Here are some of Rekenthaler’s key points:
- “The young investor who starts with stocks courts the danger of performing so badly as to become disillusioned, thereby abandoning equities.”
- “The math is unfavorable for the direct-equity investor,” Rekenthaler writes, explaining that market indexes are moved by a relatively small number of big winners, “which drag the silent majority along with them.”
- The constant shifts in stock prices can make owning individual stocks an exercise in aggravation compared to owning mutual funds.
- Both speculating (buying penny stocks because they’re cheap) and trend-chasing (buying stocks because they’re rising in price) are approaches that “can masquerade as insightful if the investment environment is friendly,” notes Rekenthaler. “However,” he adds, “profiting from emotion is unsustainable. Eventually, as with the collapse of the new era technology stocks, those who invest on instinct are punished.”
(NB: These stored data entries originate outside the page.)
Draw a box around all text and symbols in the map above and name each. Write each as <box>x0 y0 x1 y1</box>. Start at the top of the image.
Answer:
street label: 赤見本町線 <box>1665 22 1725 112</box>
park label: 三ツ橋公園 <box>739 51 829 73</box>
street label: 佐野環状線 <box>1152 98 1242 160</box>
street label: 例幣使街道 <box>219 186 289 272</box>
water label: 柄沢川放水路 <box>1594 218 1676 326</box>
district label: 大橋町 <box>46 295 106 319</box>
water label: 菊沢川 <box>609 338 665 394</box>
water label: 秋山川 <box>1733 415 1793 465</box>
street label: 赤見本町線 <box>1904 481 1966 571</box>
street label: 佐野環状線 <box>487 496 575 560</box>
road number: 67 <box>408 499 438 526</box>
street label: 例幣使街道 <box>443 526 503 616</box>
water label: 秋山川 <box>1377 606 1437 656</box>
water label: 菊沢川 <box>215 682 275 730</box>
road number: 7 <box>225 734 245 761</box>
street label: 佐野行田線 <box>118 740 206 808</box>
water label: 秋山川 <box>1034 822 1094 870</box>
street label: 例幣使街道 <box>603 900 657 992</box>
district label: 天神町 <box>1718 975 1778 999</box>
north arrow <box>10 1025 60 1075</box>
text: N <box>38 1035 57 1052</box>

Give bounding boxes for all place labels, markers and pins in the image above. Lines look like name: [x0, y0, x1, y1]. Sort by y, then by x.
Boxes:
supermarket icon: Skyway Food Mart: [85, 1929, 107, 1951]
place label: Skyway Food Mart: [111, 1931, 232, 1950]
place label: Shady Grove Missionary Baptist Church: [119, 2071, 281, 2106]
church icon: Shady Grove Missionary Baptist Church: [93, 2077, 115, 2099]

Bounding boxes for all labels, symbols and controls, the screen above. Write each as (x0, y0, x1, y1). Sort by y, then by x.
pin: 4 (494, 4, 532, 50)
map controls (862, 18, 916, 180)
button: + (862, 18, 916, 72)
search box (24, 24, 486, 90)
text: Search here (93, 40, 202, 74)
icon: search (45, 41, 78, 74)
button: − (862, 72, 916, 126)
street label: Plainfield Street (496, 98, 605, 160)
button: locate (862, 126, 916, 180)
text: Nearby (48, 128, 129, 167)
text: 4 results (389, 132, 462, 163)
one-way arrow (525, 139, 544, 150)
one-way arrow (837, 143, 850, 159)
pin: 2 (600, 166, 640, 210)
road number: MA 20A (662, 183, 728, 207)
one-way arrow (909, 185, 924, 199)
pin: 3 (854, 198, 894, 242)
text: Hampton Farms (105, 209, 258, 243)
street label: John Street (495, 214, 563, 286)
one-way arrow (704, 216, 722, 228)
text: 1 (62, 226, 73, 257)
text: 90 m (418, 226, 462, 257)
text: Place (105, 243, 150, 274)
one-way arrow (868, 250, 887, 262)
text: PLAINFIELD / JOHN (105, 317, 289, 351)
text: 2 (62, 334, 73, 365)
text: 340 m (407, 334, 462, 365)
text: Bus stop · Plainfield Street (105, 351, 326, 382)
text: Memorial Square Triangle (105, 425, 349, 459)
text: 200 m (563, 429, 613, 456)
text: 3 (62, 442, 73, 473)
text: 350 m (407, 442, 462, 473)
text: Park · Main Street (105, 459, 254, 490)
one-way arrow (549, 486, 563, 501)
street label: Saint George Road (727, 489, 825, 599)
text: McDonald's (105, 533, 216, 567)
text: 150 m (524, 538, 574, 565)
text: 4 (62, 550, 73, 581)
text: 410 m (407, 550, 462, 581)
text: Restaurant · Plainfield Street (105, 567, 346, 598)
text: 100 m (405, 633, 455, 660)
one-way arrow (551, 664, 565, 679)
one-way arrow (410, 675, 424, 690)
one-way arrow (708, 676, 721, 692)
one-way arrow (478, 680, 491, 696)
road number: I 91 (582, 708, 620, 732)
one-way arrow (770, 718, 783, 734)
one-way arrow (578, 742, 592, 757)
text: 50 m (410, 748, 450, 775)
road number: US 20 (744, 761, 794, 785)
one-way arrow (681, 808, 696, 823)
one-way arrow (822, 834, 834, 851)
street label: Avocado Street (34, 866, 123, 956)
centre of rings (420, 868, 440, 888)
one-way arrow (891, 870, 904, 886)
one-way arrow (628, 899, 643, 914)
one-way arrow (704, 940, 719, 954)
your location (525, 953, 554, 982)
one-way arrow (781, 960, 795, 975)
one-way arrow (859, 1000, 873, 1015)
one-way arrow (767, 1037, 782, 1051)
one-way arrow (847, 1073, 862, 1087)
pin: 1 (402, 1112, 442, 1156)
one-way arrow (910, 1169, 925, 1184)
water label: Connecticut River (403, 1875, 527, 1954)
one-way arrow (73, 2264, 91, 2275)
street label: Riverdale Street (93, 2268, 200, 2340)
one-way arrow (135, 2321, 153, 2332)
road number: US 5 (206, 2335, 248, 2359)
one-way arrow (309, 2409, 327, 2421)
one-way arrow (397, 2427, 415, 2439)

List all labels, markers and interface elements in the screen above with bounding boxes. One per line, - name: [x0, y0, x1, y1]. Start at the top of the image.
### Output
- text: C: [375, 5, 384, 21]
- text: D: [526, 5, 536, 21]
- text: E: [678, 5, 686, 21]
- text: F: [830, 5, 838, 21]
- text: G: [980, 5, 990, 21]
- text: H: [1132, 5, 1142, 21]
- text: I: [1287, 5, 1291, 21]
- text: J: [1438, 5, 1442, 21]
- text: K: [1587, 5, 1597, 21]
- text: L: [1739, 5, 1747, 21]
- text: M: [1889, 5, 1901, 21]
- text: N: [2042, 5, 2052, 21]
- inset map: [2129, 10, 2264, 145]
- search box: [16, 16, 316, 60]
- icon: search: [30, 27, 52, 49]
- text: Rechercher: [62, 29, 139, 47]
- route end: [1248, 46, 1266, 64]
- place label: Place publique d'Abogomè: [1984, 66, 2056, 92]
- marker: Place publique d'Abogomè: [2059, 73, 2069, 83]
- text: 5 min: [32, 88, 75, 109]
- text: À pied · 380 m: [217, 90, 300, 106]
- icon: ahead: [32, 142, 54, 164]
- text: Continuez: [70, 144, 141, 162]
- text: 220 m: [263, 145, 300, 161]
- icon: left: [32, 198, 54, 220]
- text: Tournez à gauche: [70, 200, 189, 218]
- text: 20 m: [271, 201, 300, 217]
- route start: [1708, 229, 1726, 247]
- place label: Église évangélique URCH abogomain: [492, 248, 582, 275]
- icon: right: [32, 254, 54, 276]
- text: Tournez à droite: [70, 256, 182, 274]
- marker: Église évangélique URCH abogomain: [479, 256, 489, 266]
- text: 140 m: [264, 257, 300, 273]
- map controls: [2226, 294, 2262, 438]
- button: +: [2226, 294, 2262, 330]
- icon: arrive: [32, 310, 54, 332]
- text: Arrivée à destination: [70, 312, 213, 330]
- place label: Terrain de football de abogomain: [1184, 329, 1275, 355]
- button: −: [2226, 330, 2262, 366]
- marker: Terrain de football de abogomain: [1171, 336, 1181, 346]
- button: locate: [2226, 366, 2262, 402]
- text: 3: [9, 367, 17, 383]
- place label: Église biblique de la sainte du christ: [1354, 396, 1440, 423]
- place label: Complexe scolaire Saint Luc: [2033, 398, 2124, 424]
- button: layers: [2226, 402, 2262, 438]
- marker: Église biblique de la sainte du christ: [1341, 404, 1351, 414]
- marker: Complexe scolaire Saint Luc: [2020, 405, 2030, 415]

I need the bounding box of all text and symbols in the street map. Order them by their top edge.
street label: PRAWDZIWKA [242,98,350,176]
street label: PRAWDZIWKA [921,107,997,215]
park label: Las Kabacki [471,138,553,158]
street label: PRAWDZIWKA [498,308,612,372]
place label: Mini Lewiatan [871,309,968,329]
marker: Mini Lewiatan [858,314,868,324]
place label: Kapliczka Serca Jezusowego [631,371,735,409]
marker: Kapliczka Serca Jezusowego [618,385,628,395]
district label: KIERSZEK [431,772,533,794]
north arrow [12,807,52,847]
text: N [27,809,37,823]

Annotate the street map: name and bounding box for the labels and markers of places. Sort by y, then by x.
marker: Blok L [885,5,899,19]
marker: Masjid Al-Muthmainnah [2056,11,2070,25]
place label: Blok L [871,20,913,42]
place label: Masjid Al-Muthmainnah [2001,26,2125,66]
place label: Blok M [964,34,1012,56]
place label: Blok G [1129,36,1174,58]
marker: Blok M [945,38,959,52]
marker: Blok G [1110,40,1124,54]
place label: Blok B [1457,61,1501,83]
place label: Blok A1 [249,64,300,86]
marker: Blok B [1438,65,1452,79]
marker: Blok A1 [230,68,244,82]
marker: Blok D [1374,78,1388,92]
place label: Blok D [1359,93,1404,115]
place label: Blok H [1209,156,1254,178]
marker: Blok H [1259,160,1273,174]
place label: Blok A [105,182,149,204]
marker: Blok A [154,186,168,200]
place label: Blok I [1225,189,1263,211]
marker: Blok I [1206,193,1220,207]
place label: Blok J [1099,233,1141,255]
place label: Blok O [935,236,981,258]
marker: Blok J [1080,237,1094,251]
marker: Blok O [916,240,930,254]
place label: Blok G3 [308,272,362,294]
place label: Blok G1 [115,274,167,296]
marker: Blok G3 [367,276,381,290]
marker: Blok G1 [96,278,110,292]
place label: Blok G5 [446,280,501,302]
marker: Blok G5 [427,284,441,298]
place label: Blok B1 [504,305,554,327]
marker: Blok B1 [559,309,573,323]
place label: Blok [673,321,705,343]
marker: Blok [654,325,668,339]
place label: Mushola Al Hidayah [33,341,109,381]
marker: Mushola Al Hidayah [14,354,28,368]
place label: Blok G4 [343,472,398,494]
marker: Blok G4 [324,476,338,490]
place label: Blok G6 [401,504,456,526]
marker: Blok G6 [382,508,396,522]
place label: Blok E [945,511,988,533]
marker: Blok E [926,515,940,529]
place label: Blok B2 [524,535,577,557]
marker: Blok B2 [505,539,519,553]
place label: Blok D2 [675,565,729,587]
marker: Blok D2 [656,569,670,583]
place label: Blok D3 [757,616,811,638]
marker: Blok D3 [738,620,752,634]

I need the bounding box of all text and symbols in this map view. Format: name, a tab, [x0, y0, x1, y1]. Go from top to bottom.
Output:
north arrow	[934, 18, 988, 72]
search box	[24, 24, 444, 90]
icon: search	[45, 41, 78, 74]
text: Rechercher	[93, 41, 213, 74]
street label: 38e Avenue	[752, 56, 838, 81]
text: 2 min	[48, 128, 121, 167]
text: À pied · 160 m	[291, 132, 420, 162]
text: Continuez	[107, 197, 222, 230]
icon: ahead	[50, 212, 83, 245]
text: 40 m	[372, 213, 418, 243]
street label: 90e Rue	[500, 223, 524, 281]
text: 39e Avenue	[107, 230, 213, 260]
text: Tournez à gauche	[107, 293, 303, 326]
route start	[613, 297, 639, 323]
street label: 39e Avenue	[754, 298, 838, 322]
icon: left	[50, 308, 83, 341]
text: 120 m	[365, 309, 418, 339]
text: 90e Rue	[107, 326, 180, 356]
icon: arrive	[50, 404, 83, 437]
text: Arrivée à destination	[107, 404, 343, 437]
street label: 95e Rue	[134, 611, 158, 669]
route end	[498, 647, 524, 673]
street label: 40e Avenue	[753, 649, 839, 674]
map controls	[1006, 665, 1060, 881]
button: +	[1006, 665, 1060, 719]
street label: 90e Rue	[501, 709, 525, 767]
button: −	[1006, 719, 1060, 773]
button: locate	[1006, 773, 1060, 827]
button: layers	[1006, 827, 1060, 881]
- The purchase of individual equities “can misfire” and therefore should be done “only after the investor has constructed a foundation of diversified funds.”
- Rekenthaler suggests joining an investment club, “whereby members divide their resources. This process not only reduces risk by increasing diversification, as a larger asset pool permits the club to own more stocks, but it also encourages analysis.”
Rekenthaler concludes that “Novices should not own stocks directly, nor should others, unless they have learned the investment curriculum and are also willing to do the work.”